Dataset records
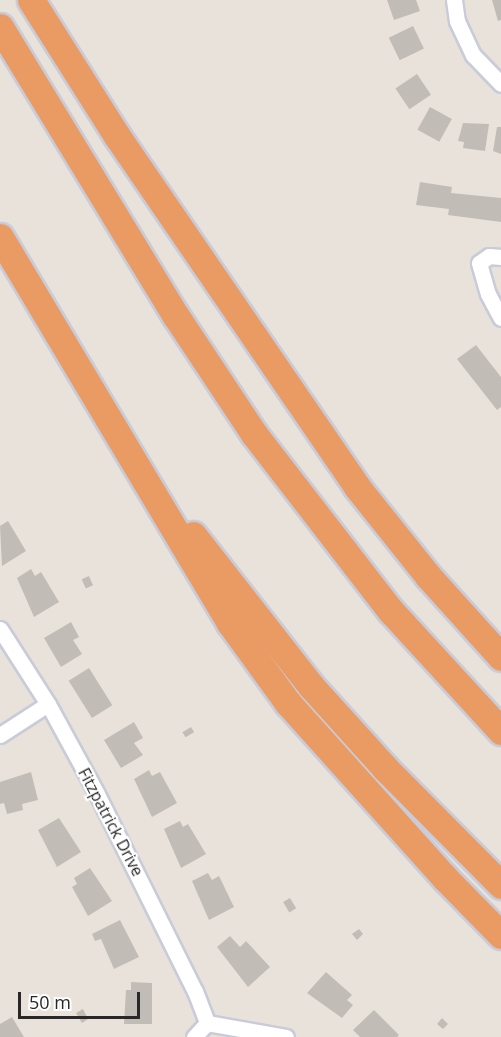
<!DOCTYPE html>
<style>
body{margin:0}
#map{position:relative;width:501px;height:1037px;overflow:hidden;background:#e8e2db;font-family:"Open Sans",sans-serif}
div>[style]{position:absolute}
.building>*{inset:0;background:#c1bdb6;transform-origin:0 0}
.roads{filter:drop-shadow(2px 0 #c9ccd8) drop-shadow(-2px 0 #c9ccd8) drop-shadow(0 2px #c9ccd8) drop-shadow(0 -2px #c9ccd8)}
.street>*{height:15px;margin:-7.5px;padding:0 7.5px;transform-origin:7.5px;border-radius:7.5px;background:#fff}
.highway>*{height:27px;margin:-13.5px;padding:0 13.5px;transform-origin:13.5px;border-radius:13.5px;background:#ea9b64}
span{translate:-50% -50%;white-space:nowrap;text-align:center;line-height:1.15;-webkit-text-stroke:4.5px #fff;paint-order:stroke}
.street-label{font-size:16px;color:#282828}
.scale{position:absolute;left:18px;top:992px;width:122px;height:27px;box-sizing:border-box;border:3px solid #282828;border-top:0;padding-left:8px;font-size:18px;line-height:21px;white-space:nowrap;color:#282828;-webkit-text-stroke:4px #fff;paint-order:stroke}
</style>
<div id="map">
<div class="building">
<div style="clip-path:polygon(387px 0,416px 0,420px 11px,394px 20px)"></div>
<div style="clip-path:polygon(492px 0,501px 0,501px 20px,498px 21px)"></div>
<div style="left:413px;top:26px;width:25px;height:27px;rotate:64deg"></div>
<div style="left:417px;top:74px;width:25px;height:26px;rotate:56deg"></div>
<div style="left:430px;top:107px;width:25px;height:26px;rotate:29deg"></div>
<div style="clip-path:polygon(463px 123px,489px 124px,485px 151px,463px 148px,464px 142px,458px 141px)"></div>
<div style="clip-path:polygon(497px 127px,501px 127px,501px 154px,493px 151px)"></div>
<div style="clip-path:polygon(420px 182px,452px 187px,451px 193px,501px 198px,501px 222px,448px 215px,449px 209px,416px 205px)"></div>
<div style="clip-path:polygon(476px 345px,501px 377px,501px 407px,497px 410px,457px 359px)"></div>
<div style="clip-path:polygon(8px 521px,26px 551px,2px 566px,0 526px)"></div>
<div style="clip-path:polygon(31px 569px,35px 576px,41px 572px,59px 602px,34px 617px,17px 578px)"></div>
<div style="left:89px;top:576px;width:10px;height:8px;rotate:66deg"></div>
<div style="clip-path:polygon(71px 622px,79px 637px,73px 640px,82px 654px,61px 667px,44px 638px)"></div>
<div style="left:89px;top:668px;width:44px;height:24px;rotate:58deg"></div>
<div style="clip-path:polygon(134px 722px,143px 738px,134px 743px,143px 755px,121px 768px,104px 740px)"></div>
<div style="left:191px;top:727px;width:6px;height:10px;rotate:59deg"></div>
<div style="clip-path:polygon(149px 770px,152px 776px,160px 772px,177px 803px,152px 817px,134px 779px)"></div>
<div style="clip-path:polygon(31px 772px,38px 800px,22px 804px,23px 810px,7px 814px,4px 803px,0 804px,0 782px)"></div>
<div style="clip-path:polygon(59px 818px,81px 852px,57px 867px,38px 830px)"></div>
<div style="clip-path:polygon(180px 821px,183px 827px,188px 824px,206px 854px,181px 868px,164px 829px)"></div>
<div style="clip-path:polygon(90px 868px,112px 901px,88px 916px,72px 887px,77px 884px,74px 878px)"></div>
<div style="clip-path:polygon(208px 873px,212px 880px,219px 876px,234px 907px,209px 920px,192px 881px)"></div>
<div style="left:290px;top:898px;width:12px;height:8px;rotate:59deg"></div>
<div style="clip-path:polygon(120px 920px,139px 957px,114px 969px,101px 939px,95px 941px,92px 934px)"></div>
<div style="clip-path:polygon(359px 929px,363px 934px,357px 940px,352px 934px)"></div>
<div style="clip-path:polygon(230px 936px,240px 947px,246px 941px,270px 967px,248px 987px,217px 947px)"></div>
<div style="clip-path:polygon(326px 972px,352px 995px,347px 1000px,353px 1005px,342px 1018px,307px 993px)"></div>
<div style="clip-path:polygon(131px 982px,152px 983px,152px 1024px,124px 1024px,126px 990px,131px 990px)"></div>
<div style="clip-path:polygon(83px 1009px,88px 1019px,82px 1023px,76px 1013px)"></div>
<div style="clip-path:polygon(374px 1010px,399px 1035px,397px 1037px,360px 1037px,353px 1030px)"></div>
<div style="clip-path:polygon(12px 1017px,24px 1037px,0 1037px,0 1024px)"></div>
<div style="clip-path:polygon(442px 1018px,448px 1024px,443px 1029px,437px 1024px)"></div>
</div>
<div class="roads">
<div class="street">
<div style="left:454px;top:0;width:21px;rotate:82deg"></div>
<div style="left:457px;top:21px;width:38px;rotate:65deg"></div>
<div style="left:473px;top:55px;width:40px;rotate:46deg"></div>
<div style="left:501px;top:257px;width:12px;rotate:-175deg"></div>
<div style="left:489px;top:256px;width:12px;rotate:145deg"></div>
<div style="left:479px;top:263px;width:32px;rotate:74deg"></div>
<div style="left:488px;top:294px;width:27px;rotate:62deg"></div>
<div style="left:0;top:629px;width:89px;rotate:57.4deg"></div>
<div style="left:48px;top:704px;width:102px;rotate:61.4deg"></div>
<div style="left:97px;top:794px;width:220px;rotate:63.6deg"></div>
<div style="left:195px;top:991px;width:34px;rotate:69deg"></div>
<div style="left:0;top:735px;width:57px;rotate:-32.9deg"></div>
<div style="left:207px;top:1023px;width:80px;rotate:10deg"></div>
<div style="left:194px;top:1037px;width:19px;rotate:-47deg"></div>
</div>
<div class="highway">
<div style="left:31px;top:0;width:161px;rotate:57.7deg"></div>
<div style="left:117px;top:136px;width:425px;rotate:55.6deg"></div>
<div style="left:357px;top:487px;width:114px;rotate:51.4deg"></div>
<div style="left:428px;top:576px;width:109px;rotate:48deg"></div>
<div style="left:0;top:27px;width:338px;rotate:58.7deg"></div>
<div style="left:176px;top:316px;width:141px;rotate:56.5deg"></div>
<div style="left:254px;top:434px;width:224px;rotate:52.3deg"></div>
<div style="left:391px;top:611px;width:163px;rotate:47.5deg"></div>
<div style="left:0;top:237px;width:449px;rotate:59.2deg"></div>
<div style="left:230px;top:623px;width:99px;rotate:54.1deg"></div>
<div style="left:288px;top:703px;width:235px;rotate:48.1deg"></div>
<div style="left:445px;top:878px;width:80px;rotate:45.5deg"></div>
<div style="left:193px;top:535px;width:192px;rotate:52deg"></div>
<div style="left:311px;top:686px;width:110px;rotate:47.9deg"></div>
<div style="left:385px;top:768px;width:165px;rotate:45.2deg"></div>
</div>
</div>
<div class="street-label">
<span style="left:111px;top:822px;rotate:62deg">Fitzpatrick Drive</span>
</div>
<div class="scale">50 m</div>
</div>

> _WHAT TO WORK ON_
A line counts if it includes the string "size". State how many such lines the entries have, with no other text.

> _WRITTEN SOLUTION_
2